L’expérience satellite WMAP a permis de fournir une carte complète du ciel à une résolution angulaire de 0.3°, l’incertitude est seulement limitée par la variance cosmique du multipôle l = 2 jusqu’au deuxième pic acoustique. Les données WMAP-9ans [24] fournissent une mesure en température et en polarisation E sur tout le ciel et ont permis d’obtenir les spectres de puissance : T T, TE et EE. Les mesures des spectres TE et EE sont en accord avec les prédictions issues des paramètres dérivés du spectre T T, ce qui met en évidence une compréhension excellente de la physique sous-jacente. Une des conclusion majeures des résultats du satellite Planck publiés fin mars 2013 [156] est le très bon accord entre le spectre de puissance en température aux petites échelles angulaires et les prédictions du modèle ΛCDM. Ces données ne montrent pas d’évidence pour des non-gaussianités primordiales en accord avec le modèle ΛCDM qui prédit des fluctuations primordiales gaussiennes [159].
Discussion
Il apparaît de l’ensemble des résultats de ces sondes que les observations convergent vers le modèle ΛCDM, cette concordance est illustrée par la figure 1.5.2. Cette figure montre comment la combinaison de trois sondes : le fond diffus cosmologique (WMAP [111]), les oscillations baryoniques acoustiques (SDSS-DR7, 2dFGRS [148]) et les supernovae Ia [169] brise la dégénérescence entre les densités réduites ΩΛ,0 et Ωm,0. Les contours combinés sont en accord avec le modèle ΛCDM à 68% de niveau de confiance. La figure 1.5.3 de gauche représente la combinaison du fond diffus avec les données de Planck [156], aux petites échelles de SPT [174] et ACT [112], des oscillations acoustiques (SDSS DR7 [148], WiggleZ [29], BOSS DR9 [4]). La dégénérescence géométrique entre les paramètres Ωm et ΩΛ est partiellement brisée par cette combinaison de données. La contrainte est considérablement améliorée avec l’ajout de la reconstruction du spectre lentillé fourni par Planck et les oscillations acoustiques baryoniques comme le montre la figure de droite. Le tableau 1.2 donne des contraintes sur les paramètres cosmologiques des paramètres libres du modèle standard [156], obtenues de la combinaison des données en température du satellite Planck, des données en polarisation de WMAP aux grandes échelles angulaires (basL), des données des expériences ACT et SPT aux petites échelles angulaires (hautL) et des oscillations baryoniques acoustiques (BAO). Le paramètre θ∗ représente la taille angulaire de l’horizon sonore au moment de la dernière diffusion.

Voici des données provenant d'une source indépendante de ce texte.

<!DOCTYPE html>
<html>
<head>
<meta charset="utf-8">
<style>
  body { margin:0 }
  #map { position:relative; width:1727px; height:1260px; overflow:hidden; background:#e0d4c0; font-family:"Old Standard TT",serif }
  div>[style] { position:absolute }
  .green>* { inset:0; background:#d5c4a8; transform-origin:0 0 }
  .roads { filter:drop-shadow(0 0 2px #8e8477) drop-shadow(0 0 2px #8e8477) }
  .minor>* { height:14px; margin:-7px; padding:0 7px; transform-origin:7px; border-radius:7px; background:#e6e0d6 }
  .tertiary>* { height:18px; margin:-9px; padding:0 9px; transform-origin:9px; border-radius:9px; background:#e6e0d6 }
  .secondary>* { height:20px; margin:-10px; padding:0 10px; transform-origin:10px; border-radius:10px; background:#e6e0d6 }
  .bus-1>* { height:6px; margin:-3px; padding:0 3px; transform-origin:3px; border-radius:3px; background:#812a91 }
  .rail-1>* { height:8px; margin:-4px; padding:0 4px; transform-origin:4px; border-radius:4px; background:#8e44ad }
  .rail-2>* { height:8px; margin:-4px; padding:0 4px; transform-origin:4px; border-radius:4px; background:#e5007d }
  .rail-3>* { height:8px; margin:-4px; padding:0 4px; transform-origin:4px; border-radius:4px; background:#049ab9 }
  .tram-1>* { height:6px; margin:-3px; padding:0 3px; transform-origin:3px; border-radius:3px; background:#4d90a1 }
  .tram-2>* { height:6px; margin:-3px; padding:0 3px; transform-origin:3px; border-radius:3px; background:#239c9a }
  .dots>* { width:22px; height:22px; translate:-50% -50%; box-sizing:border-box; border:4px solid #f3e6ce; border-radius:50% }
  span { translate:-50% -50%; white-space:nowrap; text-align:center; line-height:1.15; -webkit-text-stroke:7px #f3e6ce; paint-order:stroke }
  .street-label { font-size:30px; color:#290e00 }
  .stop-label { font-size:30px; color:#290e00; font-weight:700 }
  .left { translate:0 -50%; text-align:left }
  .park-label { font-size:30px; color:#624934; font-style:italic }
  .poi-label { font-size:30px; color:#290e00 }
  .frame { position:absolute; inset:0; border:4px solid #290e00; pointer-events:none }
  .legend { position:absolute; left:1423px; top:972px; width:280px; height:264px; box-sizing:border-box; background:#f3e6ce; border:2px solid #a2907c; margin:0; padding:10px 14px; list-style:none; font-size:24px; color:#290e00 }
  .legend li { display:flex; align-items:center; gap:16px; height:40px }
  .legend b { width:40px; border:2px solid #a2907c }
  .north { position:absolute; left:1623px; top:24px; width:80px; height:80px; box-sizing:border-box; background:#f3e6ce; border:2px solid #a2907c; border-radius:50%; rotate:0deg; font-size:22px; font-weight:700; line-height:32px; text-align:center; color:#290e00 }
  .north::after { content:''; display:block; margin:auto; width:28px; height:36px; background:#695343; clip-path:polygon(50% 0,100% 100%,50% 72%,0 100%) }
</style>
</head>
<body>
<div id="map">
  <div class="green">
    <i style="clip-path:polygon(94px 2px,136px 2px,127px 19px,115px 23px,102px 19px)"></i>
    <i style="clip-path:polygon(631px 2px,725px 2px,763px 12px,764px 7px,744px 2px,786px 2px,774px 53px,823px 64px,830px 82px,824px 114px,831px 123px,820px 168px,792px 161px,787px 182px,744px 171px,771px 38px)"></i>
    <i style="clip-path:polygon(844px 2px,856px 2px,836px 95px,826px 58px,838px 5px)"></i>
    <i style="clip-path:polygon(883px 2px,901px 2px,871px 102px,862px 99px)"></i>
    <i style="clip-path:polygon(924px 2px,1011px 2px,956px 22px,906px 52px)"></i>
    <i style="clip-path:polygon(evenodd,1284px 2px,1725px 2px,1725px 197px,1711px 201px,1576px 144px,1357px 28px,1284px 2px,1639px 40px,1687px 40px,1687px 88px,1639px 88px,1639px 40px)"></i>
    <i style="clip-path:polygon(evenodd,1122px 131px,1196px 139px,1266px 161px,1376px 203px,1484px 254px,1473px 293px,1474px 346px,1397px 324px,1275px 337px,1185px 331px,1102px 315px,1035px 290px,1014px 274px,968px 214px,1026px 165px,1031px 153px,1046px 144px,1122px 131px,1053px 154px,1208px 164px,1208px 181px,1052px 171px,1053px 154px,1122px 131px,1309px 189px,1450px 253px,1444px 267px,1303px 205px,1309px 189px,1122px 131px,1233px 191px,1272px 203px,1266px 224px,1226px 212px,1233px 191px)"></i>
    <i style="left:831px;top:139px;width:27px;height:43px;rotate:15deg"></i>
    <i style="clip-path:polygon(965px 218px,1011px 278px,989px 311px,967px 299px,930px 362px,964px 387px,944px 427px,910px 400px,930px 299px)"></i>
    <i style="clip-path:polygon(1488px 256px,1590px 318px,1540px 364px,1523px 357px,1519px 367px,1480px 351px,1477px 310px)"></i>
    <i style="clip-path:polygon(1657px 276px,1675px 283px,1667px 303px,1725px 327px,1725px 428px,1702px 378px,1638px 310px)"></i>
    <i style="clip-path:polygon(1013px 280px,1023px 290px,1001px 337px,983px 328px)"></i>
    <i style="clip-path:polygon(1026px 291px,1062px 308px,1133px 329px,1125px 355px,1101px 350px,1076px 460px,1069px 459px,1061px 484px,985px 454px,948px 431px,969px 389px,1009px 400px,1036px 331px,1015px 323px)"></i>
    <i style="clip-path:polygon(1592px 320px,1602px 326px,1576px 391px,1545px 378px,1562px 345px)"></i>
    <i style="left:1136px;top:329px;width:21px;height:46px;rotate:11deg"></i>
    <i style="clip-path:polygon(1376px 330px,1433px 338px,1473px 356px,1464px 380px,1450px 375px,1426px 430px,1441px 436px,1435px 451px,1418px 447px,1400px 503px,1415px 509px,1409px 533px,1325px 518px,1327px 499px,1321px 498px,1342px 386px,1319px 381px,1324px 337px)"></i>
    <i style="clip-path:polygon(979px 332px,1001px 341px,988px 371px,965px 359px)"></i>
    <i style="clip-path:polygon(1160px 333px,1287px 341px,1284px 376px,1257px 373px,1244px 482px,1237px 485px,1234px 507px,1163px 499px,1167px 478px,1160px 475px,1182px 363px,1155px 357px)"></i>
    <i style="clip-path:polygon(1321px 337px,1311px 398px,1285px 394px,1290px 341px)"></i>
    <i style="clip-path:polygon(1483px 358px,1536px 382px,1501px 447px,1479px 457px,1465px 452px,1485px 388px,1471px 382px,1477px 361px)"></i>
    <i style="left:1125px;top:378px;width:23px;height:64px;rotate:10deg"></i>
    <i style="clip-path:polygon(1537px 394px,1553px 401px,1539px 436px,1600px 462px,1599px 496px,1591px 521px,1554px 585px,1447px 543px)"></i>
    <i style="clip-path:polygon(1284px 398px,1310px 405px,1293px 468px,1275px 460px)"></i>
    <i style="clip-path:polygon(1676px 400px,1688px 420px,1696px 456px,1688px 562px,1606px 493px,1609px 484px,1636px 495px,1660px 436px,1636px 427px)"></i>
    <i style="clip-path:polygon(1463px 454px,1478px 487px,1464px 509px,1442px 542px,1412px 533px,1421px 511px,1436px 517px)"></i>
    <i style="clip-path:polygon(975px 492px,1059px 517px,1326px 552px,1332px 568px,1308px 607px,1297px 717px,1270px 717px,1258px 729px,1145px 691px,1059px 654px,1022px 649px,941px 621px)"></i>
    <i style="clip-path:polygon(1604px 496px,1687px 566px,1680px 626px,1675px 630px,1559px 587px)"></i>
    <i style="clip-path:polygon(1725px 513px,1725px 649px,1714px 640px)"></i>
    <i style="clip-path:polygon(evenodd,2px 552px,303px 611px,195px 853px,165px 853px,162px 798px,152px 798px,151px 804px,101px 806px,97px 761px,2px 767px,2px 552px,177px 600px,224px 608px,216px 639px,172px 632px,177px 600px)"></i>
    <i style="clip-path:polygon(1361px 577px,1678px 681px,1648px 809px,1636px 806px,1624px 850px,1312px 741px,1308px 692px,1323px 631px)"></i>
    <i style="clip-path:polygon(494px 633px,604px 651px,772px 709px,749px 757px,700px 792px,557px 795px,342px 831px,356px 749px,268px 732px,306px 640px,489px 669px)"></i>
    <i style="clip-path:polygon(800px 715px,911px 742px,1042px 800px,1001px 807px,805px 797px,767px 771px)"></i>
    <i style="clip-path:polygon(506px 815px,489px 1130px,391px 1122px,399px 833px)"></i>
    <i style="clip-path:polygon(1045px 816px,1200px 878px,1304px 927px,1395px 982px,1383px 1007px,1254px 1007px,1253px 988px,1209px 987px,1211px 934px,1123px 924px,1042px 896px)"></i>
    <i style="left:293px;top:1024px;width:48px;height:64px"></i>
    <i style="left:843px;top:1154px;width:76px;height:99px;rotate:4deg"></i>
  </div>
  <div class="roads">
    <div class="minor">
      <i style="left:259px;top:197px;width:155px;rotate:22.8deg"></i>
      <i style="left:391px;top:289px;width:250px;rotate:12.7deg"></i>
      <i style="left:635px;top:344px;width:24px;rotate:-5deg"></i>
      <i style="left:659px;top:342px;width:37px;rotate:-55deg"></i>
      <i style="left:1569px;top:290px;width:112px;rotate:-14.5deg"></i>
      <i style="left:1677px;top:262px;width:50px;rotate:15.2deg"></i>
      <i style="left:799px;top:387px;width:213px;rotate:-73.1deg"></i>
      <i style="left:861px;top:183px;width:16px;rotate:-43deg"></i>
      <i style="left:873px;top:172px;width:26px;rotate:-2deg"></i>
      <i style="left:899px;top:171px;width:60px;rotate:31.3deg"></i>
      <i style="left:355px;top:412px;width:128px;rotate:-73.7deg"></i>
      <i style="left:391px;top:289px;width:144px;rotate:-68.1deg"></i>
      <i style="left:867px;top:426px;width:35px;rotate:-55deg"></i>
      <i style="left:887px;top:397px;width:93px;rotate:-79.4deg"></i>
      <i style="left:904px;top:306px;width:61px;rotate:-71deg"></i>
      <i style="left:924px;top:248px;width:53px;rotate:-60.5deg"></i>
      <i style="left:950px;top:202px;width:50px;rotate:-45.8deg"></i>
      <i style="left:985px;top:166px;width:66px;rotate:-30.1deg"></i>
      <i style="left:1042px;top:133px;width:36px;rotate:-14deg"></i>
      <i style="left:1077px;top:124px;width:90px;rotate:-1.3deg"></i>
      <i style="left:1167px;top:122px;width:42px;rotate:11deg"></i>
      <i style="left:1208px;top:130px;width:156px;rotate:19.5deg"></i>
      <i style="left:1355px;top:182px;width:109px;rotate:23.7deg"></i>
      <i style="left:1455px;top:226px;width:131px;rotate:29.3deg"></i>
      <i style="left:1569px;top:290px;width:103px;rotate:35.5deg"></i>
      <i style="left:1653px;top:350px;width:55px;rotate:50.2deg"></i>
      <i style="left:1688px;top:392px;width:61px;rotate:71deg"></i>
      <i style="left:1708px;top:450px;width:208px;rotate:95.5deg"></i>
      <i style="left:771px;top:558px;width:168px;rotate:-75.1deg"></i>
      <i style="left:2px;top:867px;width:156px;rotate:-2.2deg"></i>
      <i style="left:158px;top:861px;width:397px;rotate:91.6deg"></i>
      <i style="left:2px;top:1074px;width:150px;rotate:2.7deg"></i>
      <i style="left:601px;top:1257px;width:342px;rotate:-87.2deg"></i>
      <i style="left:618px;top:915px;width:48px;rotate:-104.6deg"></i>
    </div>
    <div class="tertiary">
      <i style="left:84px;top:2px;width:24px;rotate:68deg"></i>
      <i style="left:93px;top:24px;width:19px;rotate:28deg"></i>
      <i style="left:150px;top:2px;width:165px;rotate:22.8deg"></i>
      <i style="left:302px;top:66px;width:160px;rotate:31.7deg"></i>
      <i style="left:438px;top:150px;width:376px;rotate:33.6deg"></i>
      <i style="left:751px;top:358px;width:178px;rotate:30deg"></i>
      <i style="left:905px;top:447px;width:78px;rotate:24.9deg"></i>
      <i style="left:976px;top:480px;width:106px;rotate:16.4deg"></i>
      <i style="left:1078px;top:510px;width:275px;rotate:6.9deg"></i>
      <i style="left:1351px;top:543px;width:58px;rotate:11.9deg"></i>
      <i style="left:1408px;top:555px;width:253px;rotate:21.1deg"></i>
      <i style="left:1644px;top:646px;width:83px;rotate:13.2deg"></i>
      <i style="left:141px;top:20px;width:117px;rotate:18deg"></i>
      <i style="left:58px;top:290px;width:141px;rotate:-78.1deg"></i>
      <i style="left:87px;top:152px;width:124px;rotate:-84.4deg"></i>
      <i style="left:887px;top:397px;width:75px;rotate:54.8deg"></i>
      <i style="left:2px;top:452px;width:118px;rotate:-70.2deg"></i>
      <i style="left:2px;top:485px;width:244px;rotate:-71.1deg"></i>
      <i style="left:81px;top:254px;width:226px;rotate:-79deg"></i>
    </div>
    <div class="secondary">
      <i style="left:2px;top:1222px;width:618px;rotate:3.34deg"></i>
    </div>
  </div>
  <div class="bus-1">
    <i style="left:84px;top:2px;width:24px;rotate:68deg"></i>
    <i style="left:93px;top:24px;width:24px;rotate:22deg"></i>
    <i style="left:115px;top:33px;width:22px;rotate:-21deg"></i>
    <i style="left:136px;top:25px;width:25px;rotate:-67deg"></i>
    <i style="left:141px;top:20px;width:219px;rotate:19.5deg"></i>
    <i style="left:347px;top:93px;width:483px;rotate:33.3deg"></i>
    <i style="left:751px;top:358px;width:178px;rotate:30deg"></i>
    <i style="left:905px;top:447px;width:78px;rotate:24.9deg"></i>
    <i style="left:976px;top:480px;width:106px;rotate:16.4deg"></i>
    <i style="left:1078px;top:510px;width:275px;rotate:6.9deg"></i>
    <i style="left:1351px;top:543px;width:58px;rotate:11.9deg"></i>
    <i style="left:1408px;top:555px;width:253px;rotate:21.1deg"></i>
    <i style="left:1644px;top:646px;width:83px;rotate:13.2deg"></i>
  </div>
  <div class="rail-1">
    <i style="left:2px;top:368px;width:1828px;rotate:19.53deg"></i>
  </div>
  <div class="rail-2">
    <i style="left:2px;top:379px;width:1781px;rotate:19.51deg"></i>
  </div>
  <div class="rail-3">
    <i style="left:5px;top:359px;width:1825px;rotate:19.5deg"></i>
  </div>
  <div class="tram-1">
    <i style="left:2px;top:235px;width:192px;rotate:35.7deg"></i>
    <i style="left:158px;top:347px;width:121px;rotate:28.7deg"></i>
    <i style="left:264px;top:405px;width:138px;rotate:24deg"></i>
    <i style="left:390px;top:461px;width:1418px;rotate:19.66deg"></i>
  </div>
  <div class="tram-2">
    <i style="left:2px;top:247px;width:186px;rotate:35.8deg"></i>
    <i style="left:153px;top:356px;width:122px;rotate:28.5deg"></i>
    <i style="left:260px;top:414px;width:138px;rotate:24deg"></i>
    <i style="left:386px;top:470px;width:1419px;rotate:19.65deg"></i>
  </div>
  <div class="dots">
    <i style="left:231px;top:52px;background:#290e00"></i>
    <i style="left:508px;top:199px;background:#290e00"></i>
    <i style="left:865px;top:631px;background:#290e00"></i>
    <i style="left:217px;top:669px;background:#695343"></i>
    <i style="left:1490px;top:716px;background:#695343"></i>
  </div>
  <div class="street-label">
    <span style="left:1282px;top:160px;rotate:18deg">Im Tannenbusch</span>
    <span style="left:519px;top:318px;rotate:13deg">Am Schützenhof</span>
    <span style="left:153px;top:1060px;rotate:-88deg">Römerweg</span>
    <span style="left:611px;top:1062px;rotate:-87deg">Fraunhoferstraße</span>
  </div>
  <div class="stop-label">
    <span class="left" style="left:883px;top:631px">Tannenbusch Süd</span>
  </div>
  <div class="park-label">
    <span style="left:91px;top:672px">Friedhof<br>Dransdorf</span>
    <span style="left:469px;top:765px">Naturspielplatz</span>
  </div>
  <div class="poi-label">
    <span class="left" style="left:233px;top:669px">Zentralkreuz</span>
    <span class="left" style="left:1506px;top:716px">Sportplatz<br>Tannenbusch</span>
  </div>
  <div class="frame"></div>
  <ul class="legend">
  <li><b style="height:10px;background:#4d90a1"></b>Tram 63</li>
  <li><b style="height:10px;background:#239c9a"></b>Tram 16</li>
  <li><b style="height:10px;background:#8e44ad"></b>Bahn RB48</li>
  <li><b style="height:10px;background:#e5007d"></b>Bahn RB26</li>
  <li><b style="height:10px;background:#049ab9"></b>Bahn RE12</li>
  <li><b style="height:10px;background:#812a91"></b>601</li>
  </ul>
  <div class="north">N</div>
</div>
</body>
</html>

Fin de l’inflation : phase de réchauffement
L’inflation doit se terminer pour être suivie par la phase de radiation. Le potentiel de l’inflation presque plat durant l’inflation devient abrupte au moment où l’inflation prend fin comme représenté dans la figure 1.7.2. La fin de l’inflation se produit lorsque |η| ∼ 1 et |ε| ∼ 1. Le roulement lent du champ scalaire φ le long de la pente descendante du potentiel V (φ) et les conditions nécessaires à l’inflation ne sont alors plus vérifiées. Si le potentiel a un minimum local Vmin, le champ φ subit un mouvement oscillatoire amorti autour de ce minimum, l’amortissement est lié au terme de friction 3Hφ. ˙ L’état final du champ est donc associé à la valeur du potentiel minimum.
Si Vmin > 0 alors pφ = –ρφ, l’inflation dure indéfiniment, et le champ scalaire agit comme une constante cosmologique effective Λ = Vmin.
Si Vmin = 0, la densité d’énergie du champ scalaire devient nulle et la dynamique de l’univers est régie par les autres champs.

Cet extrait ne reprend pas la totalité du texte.